Luckily for M.Lacroix, his second career - costume design for the stage - is flourishing. His recent operatic commissions include gowning Renee Fleming for the Met's opening gala (above). Perhaps that puffy mess of boudoir curtainage and balled-up kleenex is not one of his best. But he redeemed himself with the exquisite frocks he crafted for Renee's Thaïs (below), embodying carnal temptation in daring cuts, sumptuous fabrics, cunning trompe l'oeil and sneaky boning. Before she was Lacroixed, who would ever have guessed that mumsy Renee could look so hawt?

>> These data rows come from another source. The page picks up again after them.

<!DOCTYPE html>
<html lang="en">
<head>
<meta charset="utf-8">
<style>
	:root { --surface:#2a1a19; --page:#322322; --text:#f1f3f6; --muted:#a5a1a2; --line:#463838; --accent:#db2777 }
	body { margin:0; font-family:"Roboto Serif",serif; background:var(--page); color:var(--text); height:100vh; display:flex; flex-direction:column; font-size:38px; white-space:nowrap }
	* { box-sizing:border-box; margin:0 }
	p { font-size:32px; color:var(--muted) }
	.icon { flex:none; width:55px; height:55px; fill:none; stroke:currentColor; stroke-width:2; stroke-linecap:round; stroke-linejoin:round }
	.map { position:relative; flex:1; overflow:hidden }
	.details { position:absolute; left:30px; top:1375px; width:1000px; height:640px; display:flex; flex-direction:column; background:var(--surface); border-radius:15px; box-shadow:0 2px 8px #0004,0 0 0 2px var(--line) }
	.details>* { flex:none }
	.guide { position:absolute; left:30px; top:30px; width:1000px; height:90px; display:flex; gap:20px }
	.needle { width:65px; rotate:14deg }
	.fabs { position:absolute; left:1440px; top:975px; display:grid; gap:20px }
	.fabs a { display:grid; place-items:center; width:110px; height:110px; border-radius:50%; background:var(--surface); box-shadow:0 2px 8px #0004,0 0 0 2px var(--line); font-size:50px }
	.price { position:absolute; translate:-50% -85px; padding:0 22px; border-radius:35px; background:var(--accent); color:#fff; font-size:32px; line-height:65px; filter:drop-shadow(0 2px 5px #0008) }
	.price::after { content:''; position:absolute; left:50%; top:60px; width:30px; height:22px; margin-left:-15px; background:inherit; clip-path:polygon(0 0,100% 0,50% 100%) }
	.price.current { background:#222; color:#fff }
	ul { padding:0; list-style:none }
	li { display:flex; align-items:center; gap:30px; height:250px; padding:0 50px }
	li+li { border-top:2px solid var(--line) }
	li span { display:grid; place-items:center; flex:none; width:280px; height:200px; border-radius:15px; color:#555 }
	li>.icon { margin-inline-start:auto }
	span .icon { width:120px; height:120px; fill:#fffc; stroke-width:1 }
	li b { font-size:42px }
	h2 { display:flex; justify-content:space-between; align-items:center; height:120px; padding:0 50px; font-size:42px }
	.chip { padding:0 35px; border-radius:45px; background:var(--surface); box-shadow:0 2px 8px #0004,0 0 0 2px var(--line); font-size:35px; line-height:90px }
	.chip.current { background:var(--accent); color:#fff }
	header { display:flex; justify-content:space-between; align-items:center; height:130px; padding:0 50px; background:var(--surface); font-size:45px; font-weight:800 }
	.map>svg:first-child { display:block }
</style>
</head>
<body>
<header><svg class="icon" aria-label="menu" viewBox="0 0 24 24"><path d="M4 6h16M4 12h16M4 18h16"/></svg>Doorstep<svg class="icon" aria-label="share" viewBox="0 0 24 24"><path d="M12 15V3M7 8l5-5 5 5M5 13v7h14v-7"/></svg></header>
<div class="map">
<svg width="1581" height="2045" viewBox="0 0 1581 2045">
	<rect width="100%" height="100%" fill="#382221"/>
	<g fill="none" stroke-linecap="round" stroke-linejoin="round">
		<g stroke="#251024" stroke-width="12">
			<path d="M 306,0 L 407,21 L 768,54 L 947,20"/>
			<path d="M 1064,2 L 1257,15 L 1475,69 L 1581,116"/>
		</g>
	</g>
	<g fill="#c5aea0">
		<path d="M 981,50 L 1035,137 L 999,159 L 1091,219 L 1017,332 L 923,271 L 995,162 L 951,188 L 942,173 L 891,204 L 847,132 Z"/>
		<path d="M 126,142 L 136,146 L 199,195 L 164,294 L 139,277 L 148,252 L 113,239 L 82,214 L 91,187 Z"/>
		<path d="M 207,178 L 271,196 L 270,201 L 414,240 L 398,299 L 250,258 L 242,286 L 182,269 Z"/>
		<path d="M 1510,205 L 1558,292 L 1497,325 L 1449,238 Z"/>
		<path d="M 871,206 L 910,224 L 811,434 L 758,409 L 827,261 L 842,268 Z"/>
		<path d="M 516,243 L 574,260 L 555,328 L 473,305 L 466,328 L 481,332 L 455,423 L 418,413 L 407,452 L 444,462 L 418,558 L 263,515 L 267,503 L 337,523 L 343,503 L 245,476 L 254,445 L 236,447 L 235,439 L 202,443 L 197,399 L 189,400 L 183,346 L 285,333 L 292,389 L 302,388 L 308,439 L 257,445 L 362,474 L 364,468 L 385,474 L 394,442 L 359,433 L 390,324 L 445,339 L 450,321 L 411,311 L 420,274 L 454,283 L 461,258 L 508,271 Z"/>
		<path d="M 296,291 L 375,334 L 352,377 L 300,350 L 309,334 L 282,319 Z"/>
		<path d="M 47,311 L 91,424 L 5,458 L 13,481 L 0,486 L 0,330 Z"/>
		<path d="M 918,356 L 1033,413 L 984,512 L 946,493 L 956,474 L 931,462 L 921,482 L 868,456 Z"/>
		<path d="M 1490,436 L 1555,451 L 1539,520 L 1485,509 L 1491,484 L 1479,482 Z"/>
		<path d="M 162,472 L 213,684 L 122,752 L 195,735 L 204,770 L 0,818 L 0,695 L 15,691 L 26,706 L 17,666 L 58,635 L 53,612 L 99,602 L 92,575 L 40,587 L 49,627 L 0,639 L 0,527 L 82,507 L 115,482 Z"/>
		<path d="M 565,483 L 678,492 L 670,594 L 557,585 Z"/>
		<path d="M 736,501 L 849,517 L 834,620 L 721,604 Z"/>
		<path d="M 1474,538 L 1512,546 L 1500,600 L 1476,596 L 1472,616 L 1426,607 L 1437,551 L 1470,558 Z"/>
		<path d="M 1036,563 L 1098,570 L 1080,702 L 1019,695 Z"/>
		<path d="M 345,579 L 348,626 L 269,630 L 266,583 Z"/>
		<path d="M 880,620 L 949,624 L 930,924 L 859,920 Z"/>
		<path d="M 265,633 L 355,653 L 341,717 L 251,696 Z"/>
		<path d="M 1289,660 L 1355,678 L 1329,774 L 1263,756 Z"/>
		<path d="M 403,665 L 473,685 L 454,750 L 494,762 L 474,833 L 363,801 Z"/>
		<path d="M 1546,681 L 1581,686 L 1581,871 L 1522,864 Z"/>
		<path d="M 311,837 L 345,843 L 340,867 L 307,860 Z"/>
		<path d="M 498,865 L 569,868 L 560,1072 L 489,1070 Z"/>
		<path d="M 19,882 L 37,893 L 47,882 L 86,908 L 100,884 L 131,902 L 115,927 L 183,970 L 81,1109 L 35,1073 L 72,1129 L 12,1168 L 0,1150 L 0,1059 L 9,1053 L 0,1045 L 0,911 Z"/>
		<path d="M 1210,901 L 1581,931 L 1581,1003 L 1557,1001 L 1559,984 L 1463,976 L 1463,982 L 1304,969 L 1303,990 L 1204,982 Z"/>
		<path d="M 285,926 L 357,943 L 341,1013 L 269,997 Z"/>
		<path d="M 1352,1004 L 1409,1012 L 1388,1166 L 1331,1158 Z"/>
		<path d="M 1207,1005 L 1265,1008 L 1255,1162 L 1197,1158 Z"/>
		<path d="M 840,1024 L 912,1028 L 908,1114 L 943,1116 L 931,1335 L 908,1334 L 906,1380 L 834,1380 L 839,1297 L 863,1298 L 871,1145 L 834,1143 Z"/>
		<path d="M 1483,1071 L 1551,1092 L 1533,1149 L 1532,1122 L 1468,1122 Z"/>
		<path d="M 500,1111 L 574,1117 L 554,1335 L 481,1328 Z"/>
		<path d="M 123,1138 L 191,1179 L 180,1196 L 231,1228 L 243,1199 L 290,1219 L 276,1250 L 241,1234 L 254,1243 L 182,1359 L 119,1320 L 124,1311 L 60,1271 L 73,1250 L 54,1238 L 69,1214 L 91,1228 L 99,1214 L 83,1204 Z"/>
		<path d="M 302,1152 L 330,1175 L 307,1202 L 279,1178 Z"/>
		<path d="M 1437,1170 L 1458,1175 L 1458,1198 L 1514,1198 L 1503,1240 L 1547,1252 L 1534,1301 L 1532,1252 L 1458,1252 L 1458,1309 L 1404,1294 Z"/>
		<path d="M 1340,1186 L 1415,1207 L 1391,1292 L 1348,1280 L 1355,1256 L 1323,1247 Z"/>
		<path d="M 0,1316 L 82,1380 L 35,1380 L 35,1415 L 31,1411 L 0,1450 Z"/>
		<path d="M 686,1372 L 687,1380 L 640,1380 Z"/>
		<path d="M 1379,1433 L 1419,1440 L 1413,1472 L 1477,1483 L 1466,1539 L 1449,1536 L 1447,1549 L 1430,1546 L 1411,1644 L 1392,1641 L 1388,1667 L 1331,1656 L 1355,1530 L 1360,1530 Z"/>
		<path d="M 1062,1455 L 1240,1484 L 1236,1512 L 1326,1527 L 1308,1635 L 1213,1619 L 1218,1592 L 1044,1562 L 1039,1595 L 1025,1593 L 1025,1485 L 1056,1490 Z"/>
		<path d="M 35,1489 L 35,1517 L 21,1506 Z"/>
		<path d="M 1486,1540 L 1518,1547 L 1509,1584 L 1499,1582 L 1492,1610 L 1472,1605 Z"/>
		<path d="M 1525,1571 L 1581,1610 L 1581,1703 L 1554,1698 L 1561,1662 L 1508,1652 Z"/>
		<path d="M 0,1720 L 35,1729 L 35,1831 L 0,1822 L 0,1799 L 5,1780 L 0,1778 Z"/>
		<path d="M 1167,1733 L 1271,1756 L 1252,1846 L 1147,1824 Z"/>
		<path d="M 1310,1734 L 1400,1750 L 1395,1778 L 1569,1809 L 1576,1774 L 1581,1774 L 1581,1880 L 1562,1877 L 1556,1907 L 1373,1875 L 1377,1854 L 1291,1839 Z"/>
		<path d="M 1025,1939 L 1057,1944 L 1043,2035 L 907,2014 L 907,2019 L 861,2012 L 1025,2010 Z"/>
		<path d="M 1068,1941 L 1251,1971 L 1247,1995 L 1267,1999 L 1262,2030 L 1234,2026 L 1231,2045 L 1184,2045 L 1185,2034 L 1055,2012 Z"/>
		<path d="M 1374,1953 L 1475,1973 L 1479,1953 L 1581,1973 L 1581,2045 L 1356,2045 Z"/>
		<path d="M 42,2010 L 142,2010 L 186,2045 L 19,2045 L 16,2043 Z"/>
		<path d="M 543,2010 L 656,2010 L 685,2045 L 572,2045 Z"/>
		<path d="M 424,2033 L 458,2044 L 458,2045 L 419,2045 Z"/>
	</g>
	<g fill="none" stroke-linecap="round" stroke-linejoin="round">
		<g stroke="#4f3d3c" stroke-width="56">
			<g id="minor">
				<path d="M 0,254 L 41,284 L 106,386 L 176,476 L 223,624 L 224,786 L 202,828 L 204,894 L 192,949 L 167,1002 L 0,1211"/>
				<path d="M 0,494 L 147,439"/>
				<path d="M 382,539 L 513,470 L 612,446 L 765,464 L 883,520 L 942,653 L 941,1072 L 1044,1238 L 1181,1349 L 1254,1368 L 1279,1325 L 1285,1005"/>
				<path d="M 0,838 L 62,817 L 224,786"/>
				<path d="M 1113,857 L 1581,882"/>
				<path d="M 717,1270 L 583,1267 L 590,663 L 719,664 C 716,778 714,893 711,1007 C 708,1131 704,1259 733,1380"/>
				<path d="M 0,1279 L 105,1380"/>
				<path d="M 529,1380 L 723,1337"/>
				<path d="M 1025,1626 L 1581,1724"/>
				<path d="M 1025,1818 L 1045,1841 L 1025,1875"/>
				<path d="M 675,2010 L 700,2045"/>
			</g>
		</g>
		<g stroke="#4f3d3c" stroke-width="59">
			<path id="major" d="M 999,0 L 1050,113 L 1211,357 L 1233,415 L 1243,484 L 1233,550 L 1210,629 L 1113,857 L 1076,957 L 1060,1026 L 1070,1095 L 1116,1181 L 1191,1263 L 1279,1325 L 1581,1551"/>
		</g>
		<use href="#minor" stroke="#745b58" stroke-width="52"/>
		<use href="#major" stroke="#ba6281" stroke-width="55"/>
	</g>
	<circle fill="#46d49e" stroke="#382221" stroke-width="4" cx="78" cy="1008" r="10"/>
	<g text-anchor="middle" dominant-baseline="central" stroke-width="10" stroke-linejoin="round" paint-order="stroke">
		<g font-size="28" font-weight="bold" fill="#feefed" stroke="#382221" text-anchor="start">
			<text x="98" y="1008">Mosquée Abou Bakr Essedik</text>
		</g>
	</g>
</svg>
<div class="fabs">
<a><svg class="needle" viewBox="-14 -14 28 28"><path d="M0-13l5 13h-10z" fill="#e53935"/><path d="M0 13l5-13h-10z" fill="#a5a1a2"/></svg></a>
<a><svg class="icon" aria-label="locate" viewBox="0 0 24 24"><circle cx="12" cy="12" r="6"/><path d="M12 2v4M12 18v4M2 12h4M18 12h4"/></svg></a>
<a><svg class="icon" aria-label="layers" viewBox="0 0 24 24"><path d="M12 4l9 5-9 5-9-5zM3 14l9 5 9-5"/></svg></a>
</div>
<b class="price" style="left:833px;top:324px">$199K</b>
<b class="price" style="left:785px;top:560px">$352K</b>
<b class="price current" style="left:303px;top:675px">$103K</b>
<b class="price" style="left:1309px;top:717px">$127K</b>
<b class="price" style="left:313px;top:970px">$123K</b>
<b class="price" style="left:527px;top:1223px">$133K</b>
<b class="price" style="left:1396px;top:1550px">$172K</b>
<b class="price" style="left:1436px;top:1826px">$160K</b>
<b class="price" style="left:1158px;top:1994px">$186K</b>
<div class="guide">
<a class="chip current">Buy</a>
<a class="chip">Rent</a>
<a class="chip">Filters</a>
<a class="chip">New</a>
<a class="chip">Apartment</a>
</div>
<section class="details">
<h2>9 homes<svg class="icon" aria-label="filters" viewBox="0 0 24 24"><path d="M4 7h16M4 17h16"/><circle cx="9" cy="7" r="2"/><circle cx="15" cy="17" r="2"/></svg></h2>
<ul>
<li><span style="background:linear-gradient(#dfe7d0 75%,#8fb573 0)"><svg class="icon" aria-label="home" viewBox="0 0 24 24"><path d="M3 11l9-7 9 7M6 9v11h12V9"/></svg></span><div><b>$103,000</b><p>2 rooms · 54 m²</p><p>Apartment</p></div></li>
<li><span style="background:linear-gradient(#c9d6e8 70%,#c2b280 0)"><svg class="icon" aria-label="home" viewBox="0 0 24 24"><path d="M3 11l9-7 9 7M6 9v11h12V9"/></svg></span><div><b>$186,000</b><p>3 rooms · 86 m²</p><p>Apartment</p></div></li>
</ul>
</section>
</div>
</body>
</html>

"I have always been attracted to costume design and possibly even before I started fashion design. This comes from a passion for history that has been with me since my childhood, within my imaginative universe and the games I played. I’ve always enjoyed searching for historical truths or restoring them by designing scenery, furniture and costumes. It’s fascinating to dress one’s age. But it’s even more exhilarating and deeply moving to experience the wings, the dressing rooms, the make-up, the powder and the magic of theatre. A fashion show does not create this silent dialogue with the public. I feel it deeply today as I work on "Nozze di Figaro" costumes for the Aix-en-Provence festival, as I did before working on "Phèdre" for the Comédie- Française, as well as when, for the very first time, I worked on "Chantecler", staged in Nantes twenty years ago. Jean-Luc Tardieu had then come to me for costumes, after seeing my somewhat strange clothes at Patou's. Theatre has become much more than a recreation, as this art cannot bear mediocrity nor lack of passion.”
Looks like he'll have a lot more time for it now.